La storia ci ha già insegnato che di fronte ai drammi della stagnazione o recessione economica, se nel panorama politico le sinistre non sanno proporre una forte e strutturata alternativa di sistema, l'elettorato si affida alla versione “popolare” delle formazioni di destra, quando non direttamente all'uomo forte, a colui che in forza di una legittimazione dal basso può porre limiti allo strapotere della finanza. Certo i tempi mutano ed è davvero complicato fare analisi con gli schemi del passato. Però non si può trascurare la malaugurata idea che possa servire una “scossa”, sia per ridare speranze a popolazioni depresse sia per rimettere in moto circuiti economici ingessati. Se la scossa sarà la fine dell'euro ed un'Europa a due velocità, o la nascita di pseudo regimi nazionalisti, o un investimento in arsenali bellici ed in economia della ricostruzione, si entrerà in un lungo tunnel di paura. Se la scossa non ci sarà il rischio concreto è una cottura a fuoco lento che impoverirà dolcemente fette sempre maggiori di popolazione, rimettendo le lancette dell'orologio indietro di qualche secolo.

Sarebbe dunque urgente trovare diverse tensioni di corrente ma nella vicina Francia per ora non si sono intraviste nuove centrali elettriche.

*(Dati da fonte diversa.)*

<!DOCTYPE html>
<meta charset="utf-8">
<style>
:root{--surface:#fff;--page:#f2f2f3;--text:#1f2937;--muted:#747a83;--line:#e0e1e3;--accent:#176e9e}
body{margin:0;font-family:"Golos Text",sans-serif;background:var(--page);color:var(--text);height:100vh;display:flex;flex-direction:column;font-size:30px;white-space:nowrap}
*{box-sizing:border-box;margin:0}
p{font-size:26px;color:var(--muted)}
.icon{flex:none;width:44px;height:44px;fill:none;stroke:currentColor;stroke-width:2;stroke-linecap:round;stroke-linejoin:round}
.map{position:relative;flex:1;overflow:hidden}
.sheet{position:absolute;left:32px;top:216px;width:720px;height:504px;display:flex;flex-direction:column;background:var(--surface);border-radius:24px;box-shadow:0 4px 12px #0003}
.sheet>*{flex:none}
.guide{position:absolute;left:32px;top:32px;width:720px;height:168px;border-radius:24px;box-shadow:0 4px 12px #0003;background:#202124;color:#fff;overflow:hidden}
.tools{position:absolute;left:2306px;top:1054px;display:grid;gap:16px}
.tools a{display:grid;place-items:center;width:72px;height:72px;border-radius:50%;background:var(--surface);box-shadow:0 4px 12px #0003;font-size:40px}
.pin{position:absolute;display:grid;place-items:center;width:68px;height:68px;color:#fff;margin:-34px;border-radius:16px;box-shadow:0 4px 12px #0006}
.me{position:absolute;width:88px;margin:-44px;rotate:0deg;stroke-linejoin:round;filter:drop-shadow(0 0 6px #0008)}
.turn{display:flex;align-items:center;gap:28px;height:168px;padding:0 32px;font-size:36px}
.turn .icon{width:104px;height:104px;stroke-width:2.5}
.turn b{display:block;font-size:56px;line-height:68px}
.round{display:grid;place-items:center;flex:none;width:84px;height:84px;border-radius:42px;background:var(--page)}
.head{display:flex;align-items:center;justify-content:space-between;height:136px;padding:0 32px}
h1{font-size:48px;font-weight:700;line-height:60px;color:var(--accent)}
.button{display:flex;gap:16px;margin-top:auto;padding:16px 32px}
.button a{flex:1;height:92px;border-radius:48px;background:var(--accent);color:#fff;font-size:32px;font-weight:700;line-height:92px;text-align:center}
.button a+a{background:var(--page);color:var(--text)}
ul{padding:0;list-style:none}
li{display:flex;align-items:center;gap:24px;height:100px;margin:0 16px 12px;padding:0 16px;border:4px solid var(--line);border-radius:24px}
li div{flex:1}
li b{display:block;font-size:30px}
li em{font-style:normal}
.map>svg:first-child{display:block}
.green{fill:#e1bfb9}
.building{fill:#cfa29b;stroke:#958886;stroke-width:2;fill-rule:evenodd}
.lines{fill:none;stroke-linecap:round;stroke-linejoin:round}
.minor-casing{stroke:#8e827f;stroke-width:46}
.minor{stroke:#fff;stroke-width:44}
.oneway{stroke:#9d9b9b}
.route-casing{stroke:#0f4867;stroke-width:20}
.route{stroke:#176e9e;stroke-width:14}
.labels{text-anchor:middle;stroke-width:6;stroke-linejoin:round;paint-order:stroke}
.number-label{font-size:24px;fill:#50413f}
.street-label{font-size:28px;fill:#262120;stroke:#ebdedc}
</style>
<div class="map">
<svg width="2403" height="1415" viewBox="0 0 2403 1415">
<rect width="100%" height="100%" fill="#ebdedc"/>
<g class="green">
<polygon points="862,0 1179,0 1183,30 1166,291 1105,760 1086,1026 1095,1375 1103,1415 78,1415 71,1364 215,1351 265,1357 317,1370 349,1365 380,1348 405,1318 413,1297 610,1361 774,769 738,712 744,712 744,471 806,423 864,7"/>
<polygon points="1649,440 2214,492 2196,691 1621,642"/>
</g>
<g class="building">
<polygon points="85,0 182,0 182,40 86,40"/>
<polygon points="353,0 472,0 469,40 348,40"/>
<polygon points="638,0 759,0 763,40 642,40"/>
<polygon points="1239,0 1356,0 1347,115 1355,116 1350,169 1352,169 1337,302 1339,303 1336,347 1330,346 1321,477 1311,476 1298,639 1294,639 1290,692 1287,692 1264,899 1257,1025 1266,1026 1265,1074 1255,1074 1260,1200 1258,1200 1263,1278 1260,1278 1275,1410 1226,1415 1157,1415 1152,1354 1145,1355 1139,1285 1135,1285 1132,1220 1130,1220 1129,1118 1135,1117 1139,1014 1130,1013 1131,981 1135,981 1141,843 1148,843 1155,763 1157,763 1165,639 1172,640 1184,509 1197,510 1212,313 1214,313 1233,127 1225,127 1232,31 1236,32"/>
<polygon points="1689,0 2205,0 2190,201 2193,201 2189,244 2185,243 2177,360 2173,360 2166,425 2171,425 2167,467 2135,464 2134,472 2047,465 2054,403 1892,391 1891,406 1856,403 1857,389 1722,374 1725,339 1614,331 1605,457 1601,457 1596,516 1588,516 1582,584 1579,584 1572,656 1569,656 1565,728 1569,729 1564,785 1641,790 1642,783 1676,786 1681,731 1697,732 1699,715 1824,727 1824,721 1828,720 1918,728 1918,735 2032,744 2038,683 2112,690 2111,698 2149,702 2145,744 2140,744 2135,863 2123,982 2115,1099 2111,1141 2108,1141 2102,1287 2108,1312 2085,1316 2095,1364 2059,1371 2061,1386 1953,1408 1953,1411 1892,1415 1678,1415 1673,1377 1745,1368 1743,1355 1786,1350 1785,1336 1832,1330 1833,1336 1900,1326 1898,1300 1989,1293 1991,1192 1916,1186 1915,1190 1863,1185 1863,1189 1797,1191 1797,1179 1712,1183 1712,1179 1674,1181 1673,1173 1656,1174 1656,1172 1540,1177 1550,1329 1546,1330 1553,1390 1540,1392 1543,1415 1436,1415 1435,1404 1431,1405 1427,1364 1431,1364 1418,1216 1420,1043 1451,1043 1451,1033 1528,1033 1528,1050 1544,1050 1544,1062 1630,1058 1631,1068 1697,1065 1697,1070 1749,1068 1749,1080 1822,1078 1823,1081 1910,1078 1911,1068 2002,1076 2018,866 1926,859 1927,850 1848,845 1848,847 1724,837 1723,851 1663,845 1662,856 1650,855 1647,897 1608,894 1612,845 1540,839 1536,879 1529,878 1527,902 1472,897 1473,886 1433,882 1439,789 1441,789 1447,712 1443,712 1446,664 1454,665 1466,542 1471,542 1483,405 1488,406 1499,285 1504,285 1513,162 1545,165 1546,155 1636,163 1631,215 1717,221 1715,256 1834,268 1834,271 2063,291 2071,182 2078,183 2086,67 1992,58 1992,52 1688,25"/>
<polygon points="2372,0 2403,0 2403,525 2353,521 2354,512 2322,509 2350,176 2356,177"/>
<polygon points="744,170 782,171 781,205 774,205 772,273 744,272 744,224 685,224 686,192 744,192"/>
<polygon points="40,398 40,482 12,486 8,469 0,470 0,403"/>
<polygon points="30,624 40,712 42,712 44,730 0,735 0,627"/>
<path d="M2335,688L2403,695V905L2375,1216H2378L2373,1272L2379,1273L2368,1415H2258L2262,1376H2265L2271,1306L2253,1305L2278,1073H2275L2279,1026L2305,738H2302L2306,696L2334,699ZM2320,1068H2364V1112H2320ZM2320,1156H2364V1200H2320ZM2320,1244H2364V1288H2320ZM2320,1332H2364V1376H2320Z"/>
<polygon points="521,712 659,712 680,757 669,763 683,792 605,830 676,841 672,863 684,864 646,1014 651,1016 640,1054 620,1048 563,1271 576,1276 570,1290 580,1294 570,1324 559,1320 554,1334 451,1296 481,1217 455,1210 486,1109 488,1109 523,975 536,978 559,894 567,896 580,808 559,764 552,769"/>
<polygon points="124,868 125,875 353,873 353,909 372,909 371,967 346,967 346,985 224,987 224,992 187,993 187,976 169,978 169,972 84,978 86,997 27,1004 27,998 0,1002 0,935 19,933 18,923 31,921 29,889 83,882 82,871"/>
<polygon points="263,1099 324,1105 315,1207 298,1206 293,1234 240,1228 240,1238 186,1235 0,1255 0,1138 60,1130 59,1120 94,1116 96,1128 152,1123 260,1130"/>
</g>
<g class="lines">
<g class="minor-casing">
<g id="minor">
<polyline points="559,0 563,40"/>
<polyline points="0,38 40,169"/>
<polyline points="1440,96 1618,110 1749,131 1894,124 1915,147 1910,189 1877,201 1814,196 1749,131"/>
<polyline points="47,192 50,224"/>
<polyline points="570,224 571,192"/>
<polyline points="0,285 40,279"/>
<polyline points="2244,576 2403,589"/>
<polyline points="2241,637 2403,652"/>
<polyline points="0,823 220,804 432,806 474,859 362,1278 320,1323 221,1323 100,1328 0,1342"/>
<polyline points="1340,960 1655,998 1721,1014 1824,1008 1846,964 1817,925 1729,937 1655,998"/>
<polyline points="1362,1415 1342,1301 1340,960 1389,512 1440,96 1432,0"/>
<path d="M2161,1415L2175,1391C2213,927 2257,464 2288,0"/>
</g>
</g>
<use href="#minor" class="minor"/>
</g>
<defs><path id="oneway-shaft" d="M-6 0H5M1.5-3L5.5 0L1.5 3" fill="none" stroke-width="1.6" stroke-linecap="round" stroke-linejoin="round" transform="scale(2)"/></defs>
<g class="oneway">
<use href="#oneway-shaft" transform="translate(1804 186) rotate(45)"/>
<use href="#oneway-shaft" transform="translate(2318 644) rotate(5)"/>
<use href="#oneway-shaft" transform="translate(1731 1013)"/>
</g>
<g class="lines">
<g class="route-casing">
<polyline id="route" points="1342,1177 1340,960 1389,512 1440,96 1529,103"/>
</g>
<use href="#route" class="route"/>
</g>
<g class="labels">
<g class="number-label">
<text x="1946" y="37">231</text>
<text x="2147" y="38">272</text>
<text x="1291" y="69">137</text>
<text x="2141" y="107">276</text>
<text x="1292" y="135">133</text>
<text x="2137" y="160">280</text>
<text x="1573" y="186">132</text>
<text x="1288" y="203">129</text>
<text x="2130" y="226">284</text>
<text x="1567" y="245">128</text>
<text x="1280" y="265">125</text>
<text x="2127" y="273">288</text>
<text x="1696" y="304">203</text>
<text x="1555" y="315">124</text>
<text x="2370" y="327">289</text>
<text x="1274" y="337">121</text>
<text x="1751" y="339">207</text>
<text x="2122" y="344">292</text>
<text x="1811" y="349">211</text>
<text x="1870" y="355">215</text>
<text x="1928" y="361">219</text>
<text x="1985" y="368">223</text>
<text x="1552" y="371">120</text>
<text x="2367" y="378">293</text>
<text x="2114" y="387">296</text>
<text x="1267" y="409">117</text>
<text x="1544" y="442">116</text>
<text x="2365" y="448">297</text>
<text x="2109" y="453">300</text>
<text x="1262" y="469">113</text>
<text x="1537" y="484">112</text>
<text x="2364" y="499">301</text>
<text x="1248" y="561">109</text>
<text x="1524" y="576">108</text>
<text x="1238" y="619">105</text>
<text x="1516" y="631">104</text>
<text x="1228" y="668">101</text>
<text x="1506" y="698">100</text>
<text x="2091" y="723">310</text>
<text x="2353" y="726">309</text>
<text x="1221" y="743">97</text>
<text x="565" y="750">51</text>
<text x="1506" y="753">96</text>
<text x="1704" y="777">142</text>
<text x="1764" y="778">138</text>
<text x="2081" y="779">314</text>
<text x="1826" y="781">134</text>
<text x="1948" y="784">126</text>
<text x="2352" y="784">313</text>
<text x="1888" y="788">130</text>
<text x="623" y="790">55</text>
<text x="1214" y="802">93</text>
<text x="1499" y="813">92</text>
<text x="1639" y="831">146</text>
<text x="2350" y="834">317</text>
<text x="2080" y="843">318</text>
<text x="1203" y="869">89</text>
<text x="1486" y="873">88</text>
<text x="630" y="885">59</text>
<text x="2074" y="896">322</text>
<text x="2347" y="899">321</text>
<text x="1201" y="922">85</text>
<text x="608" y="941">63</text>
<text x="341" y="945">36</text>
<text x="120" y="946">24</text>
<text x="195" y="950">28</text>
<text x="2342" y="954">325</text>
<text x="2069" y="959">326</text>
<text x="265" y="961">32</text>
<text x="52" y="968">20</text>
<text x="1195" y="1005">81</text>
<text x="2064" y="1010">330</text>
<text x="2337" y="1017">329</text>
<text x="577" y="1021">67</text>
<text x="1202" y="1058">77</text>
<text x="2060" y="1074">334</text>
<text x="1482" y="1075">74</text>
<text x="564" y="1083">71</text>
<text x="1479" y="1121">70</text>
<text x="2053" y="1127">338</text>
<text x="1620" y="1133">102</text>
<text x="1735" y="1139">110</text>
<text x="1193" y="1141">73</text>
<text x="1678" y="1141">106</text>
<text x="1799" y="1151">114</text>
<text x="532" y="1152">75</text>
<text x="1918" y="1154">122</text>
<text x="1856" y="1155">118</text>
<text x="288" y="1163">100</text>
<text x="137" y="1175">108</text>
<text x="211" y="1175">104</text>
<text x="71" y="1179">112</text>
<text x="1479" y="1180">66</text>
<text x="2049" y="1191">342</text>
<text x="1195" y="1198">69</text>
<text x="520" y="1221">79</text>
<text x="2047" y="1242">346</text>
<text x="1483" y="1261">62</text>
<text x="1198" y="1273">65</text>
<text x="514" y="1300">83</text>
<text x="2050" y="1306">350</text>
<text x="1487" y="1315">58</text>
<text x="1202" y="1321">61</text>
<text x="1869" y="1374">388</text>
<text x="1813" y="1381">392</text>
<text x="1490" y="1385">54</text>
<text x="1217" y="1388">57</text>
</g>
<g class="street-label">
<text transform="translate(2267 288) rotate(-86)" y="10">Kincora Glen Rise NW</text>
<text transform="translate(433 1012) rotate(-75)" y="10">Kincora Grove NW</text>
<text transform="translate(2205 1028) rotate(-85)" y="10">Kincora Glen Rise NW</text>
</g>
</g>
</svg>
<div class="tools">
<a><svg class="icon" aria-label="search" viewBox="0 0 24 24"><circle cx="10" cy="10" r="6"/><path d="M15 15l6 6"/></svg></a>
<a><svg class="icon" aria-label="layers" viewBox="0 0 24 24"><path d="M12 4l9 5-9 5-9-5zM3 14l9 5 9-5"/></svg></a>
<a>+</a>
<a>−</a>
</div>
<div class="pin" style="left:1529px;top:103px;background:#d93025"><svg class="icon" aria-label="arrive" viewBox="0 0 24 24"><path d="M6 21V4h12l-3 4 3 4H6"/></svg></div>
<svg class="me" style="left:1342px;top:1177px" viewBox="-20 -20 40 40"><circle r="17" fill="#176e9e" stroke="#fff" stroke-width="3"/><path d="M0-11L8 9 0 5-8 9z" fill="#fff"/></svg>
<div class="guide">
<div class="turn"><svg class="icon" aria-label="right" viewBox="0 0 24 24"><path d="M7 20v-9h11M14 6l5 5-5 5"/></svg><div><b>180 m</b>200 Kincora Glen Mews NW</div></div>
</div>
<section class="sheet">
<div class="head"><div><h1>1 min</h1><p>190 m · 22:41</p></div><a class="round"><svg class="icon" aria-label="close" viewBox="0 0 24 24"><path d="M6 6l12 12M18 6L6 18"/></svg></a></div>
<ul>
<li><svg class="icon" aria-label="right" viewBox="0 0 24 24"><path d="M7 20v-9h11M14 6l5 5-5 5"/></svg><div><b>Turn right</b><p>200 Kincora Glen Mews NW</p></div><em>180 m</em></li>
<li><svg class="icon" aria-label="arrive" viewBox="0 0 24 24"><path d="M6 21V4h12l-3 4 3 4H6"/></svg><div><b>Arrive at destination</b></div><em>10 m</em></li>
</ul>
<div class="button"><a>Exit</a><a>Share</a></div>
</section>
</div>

In questo clima di apatia generalizzata che inficia le sinistre europee dai tempi della scelta blairiana dell'accettazione del modello capitalista, non credo si possano riporre grandi speranze nemmeno nell'oculatezza dell'elettorato italiano, pure in passato battagliero almeno quanto quello degli odiati cugini. Che non siano allora proprio i tedeschi, che meno soffrono la crisi, a toglierci le castagne dal fuoco il prossimo anno e ad aprirci nuovi orizzonti socialdemocratici?

Se dalla Francia non paiono giungere venti di rivolta altrettanto non si può dire per i venti di tempesta che, pur senza prefigurare alcun scenario tardo invernale e pur scemando di intensità nel loro avanzare verso est, toglieranno velleità ed illusioni di precoci fiammate estive. In sostanza chi è riuscito a prendere la prima tintarella in questo weekend bene, per gli altri ci sarà tempo da dedicare al footing ed alla palestra, prima di poter sfoggiare i costumi da bagno.

Dopo un abbondante apporto di piogge al centro-nord nel giorno della Festa dei lavoratori, accompagnato poi da un calo delle temperature, la situazione generale del tempo nelle nostre regioni dovrebbe ripercorre lo schema tipico primaverile, con alternanza di nu
bi e schiarite e temperature nella norma; più protetto dall'anticiclone sarà però il sud Italia, specie versanti jonici ed adriatici, dove con il richiamo delle correnti calde prefrontali si continuerà ad assaporare un principio di estate. Se le resistenze dell'area di alta pressione alle incursioni dai quadranti occidentali saranno maggiori, la protezione potrebbe estendersi sino alle regioni centrali ed alla Romagna, dove non si verificheranno le piogge torrenziali che potrebbero cadere invece su Piemonte, Lombardia ed aree alpine e prealpine.


Dalla settimana successiva invece il quadro barico volgerà decisamente al bello con un nuovo rialzo pressorio che potrebbe sfociare in una metà mese con punte elevate di temperatura e sole diffuso su tutte le aree a sud del Po, il tutto in un contesto di affermazione dell'anticiclone proprio sui bacini mediterranei occidentali. Sono consigliate le gite in Costa Azzurra dunque, dove magari fra uno champagne ed un giro in Ferrari, potrete amabilmente conversare con qualche elettore lepeniano (nella regione, il Front National ha raggiunto punte del 25-30% dei consensi) che vi spiegherà i motivi del suo voto.